RECORDS FOR THE TASK:
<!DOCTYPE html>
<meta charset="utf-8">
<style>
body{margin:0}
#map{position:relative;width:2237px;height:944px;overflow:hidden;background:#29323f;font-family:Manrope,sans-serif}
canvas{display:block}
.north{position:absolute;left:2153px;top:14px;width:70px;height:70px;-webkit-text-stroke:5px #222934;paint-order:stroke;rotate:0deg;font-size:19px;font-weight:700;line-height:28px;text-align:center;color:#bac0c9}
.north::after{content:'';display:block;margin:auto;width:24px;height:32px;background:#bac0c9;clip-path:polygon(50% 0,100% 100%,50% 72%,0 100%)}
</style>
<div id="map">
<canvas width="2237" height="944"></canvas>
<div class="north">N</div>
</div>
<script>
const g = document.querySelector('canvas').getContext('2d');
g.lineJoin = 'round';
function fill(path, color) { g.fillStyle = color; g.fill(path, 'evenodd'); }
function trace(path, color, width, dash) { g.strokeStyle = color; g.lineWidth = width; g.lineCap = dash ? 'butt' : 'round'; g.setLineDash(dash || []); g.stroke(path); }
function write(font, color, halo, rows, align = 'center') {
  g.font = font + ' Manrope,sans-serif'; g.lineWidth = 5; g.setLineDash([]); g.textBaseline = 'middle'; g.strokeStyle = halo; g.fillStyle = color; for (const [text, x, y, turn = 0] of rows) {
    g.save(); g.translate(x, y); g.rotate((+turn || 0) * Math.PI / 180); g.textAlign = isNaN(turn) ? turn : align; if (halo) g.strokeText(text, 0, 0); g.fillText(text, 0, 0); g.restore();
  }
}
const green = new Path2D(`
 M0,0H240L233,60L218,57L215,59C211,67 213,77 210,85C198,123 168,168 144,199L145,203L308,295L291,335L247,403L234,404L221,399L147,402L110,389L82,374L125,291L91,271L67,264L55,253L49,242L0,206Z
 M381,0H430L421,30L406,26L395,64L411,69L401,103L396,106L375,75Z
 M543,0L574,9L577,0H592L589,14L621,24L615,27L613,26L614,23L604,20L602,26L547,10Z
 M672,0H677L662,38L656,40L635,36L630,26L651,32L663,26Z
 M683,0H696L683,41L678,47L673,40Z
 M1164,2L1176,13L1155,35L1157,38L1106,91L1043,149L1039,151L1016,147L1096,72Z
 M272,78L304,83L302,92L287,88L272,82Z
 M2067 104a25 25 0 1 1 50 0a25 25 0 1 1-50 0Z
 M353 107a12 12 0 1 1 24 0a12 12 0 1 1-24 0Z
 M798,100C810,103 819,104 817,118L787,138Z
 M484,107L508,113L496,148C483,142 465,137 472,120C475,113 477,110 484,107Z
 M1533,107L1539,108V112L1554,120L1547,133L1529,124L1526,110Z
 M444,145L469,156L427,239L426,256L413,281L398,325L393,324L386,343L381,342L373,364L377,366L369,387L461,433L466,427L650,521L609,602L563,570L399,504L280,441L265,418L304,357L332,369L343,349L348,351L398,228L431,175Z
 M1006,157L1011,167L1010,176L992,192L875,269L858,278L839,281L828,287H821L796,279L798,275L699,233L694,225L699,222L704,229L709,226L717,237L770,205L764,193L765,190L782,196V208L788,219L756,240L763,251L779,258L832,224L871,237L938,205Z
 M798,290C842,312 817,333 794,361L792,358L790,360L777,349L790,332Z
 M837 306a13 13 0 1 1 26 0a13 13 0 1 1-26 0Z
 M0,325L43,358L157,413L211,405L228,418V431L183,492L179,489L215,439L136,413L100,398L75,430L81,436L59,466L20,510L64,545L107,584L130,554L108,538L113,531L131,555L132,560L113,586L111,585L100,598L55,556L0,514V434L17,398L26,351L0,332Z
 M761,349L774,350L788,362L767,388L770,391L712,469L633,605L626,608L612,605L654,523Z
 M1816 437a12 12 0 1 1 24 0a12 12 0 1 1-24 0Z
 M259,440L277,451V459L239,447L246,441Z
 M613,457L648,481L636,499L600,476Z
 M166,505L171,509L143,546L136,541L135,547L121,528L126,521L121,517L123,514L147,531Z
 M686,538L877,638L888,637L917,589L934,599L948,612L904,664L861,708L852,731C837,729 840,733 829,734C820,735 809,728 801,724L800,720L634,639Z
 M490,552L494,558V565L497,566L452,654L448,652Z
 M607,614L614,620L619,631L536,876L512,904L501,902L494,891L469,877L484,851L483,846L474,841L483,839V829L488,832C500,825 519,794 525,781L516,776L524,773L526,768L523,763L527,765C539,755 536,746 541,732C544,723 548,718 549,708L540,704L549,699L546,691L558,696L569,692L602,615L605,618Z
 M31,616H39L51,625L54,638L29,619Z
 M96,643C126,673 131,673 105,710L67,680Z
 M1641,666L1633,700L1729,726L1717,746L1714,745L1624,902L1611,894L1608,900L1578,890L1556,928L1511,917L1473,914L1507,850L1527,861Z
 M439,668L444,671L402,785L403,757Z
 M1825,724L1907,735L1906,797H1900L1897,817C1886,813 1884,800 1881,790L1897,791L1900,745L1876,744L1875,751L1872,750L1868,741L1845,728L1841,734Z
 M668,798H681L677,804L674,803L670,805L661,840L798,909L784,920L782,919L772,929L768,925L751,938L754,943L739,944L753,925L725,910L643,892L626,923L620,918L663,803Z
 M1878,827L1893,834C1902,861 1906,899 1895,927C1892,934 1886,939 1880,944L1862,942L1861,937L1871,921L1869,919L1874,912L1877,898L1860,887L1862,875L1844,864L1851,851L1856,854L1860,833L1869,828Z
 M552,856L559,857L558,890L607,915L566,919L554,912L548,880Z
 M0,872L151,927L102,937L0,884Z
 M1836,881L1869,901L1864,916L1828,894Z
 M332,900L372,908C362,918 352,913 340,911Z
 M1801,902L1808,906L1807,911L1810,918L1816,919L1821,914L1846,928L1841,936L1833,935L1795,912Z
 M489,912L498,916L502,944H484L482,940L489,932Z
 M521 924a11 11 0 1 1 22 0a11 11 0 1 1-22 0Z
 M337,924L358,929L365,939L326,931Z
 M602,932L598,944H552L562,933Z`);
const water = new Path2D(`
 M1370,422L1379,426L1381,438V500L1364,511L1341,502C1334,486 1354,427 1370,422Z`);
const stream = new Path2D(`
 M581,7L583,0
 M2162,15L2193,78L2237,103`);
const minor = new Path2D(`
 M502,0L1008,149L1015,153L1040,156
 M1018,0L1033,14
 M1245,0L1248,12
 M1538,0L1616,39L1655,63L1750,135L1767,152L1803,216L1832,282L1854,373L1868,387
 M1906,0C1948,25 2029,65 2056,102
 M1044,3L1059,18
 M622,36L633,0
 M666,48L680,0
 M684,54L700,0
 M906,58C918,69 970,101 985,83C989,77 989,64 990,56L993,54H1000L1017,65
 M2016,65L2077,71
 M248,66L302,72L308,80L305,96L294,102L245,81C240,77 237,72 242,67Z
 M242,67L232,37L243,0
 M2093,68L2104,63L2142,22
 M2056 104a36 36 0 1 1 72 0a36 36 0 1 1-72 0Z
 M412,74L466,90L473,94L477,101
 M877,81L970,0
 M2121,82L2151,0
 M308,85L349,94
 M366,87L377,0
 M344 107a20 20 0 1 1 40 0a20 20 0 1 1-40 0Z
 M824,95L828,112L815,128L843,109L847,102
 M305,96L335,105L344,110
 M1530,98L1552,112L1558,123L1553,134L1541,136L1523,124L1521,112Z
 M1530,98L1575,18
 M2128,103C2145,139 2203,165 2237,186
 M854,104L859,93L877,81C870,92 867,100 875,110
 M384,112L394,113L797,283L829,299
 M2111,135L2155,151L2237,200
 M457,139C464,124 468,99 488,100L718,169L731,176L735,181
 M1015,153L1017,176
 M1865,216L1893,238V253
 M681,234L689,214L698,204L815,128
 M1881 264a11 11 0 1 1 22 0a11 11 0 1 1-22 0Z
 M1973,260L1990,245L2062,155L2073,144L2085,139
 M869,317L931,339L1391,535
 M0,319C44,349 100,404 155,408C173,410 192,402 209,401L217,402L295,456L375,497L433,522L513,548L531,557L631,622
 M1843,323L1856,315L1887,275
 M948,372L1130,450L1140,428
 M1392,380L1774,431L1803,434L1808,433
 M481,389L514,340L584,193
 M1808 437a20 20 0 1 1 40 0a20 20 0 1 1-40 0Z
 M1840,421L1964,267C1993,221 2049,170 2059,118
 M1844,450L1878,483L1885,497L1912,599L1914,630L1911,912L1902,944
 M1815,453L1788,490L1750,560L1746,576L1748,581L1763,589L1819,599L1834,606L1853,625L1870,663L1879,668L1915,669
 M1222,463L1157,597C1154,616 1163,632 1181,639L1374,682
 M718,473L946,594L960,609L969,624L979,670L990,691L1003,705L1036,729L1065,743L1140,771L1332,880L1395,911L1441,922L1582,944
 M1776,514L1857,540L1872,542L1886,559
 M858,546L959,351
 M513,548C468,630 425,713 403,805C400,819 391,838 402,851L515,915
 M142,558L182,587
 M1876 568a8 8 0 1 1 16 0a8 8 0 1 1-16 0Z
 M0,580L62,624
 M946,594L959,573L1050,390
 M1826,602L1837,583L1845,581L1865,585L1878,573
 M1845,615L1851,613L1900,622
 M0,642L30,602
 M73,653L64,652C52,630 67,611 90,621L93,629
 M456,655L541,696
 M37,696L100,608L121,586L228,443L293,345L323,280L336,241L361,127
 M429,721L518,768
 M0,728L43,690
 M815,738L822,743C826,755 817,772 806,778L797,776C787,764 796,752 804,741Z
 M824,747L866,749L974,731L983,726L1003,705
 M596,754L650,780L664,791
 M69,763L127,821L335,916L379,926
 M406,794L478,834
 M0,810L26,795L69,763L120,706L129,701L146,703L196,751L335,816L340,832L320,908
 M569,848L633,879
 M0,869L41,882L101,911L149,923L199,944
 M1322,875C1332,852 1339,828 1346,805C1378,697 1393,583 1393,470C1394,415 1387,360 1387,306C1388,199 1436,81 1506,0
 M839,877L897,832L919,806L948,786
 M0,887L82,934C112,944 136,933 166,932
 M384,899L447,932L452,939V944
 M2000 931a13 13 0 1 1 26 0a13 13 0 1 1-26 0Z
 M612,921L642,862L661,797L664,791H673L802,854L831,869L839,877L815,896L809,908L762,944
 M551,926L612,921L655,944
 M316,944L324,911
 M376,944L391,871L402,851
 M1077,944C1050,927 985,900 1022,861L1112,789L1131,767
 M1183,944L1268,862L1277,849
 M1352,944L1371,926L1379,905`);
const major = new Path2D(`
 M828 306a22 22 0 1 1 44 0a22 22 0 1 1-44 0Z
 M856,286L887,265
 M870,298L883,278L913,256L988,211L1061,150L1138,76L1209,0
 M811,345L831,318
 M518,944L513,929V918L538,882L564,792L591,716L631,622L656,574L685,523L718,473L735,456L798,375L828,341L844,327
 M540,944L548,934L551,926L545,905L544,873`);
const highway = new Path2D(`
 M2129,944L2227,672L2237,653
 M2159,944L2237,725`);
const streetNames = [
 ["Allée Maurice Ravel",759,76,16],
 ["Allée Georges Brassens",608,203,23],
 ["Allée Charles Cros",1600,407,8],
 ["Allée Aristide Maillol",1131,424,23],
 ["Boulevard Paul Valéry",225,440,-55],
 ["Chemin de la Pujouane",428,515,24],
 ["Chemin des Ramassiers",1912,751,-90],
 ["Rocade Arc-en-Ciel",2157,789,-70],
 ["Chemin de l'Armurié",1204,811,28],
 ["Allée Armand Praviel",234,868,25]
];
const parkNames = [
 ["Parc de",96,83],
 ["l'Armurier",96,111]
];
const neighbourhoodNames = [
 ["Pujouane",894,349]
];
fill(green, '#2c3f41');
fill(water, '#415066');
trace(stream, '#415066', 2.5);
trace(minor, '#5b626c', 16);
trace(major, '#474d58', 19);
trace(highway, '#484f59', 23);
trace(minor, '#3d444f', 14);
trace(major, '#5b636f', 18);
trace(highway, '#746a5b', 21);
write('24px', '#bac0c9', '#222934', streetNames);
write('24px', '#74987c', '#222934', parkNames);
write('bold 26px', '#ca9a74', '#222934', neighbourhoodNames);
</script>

PROMPT: Each line of the entries that holds "fillStyle" should be counted, and only the total given.

SOLUTION TO THE EXERCISE: 2